ASSIGNMENT: Copy out the data word for word. The images are not part of the copy.

EXERCISE DATA:
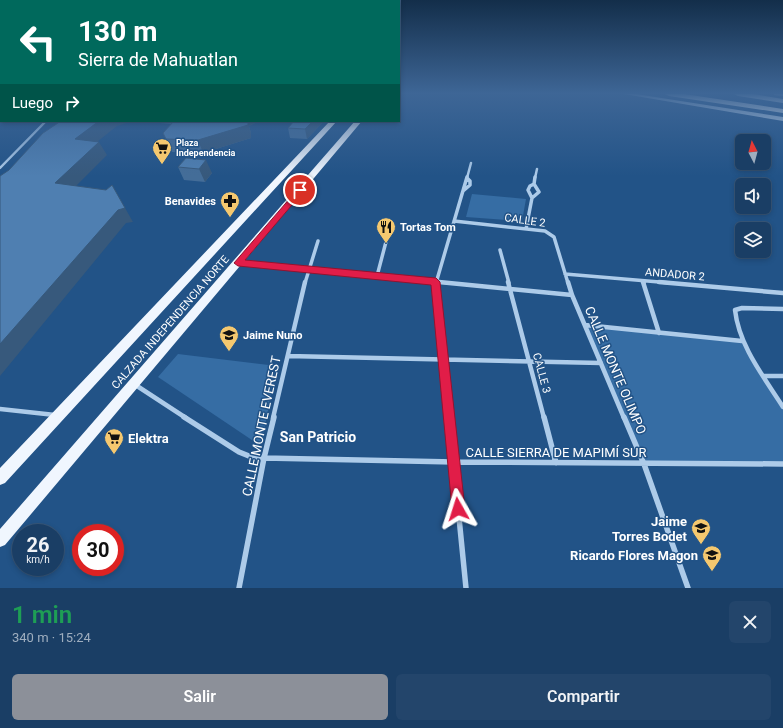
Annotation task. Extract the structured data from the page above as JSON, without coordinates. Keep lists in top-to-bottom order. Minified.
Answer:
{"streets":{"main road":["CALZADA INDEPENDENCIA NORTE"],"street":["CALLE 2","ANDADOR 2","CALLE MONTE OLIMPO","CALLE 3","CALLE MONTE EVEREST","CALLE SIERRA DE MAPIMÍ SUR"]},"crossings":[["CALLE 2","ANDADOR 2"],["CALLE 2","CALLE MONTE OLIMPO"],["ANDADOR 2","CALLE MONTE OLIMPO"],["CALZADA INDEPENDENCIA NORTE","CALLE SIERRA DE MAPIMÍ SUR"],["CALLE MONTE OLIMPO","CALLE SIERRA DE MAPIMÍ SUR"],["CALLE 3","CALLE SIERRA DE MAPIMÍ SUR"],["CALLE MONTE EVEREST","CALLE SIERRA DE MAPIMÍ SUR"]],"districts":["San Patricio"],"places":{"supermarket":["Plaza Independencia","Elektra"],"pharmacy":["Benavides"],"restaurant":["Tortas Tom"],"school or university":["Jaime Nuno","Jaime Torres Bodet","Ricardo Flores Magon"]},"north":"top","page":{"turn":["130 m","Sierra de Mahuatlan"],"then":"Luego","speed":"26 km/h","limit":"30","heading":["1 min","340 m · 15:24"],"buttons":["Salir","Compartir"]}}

TASK RESPONSE:
Annotation task. Extract the structured data from the page above as JSON, without coordinates. Keep lists in top-to-bottom order. Minified.
Answer:
{"streets":{"main road":["CALZADA INDEPENDENCIA NORTE"],"street":["CALLE 2","ANDADOR 2","CALLE MONTE OLIMPO","CALLE 3","CALLE MONTE EVEREST","CALLE SIERRA DE MAPIMÍ SUR"]},"crossings":[["CALLE 2","ANDADOR 2"],["CALLE 2","CALLE MONTE OLIMPO"],["ANDADOR 2","CALLE MONTE OLIMPO"],["CALZADA INDEPENDENCIA NORTE","CALLE SIERRA DE MAPIMÍ SUR"],["CALLE MONTE OLIMPO","CALLE SIERRA DE MAPIMÍ SUR"],["CALLE 3","CALLE SIERRA DE MAPIMÍ SUR"],["CALLE MONTE EVEREST","CALLE SIERRA DE MAPIMÍ SUR"]],"districts":["San Patricio"],"places":{"supermarket":["Plaza Independencia","Elektra"],"pharmacy":["Benavides"],"restaurant":["Tortas Tom"],"school or university":["Jaime Nuno","Jaime Torres Bodet","Ricardo Flores Magon"]},"north":"top","page":{"turn":["130 m","Sierra de Mahuatlan"],"then":"Luego","speed":"26 km/h","limit":"30","heading":["1 min","340 m · 15:24"],"buttons":["Salir","Compartir"]}}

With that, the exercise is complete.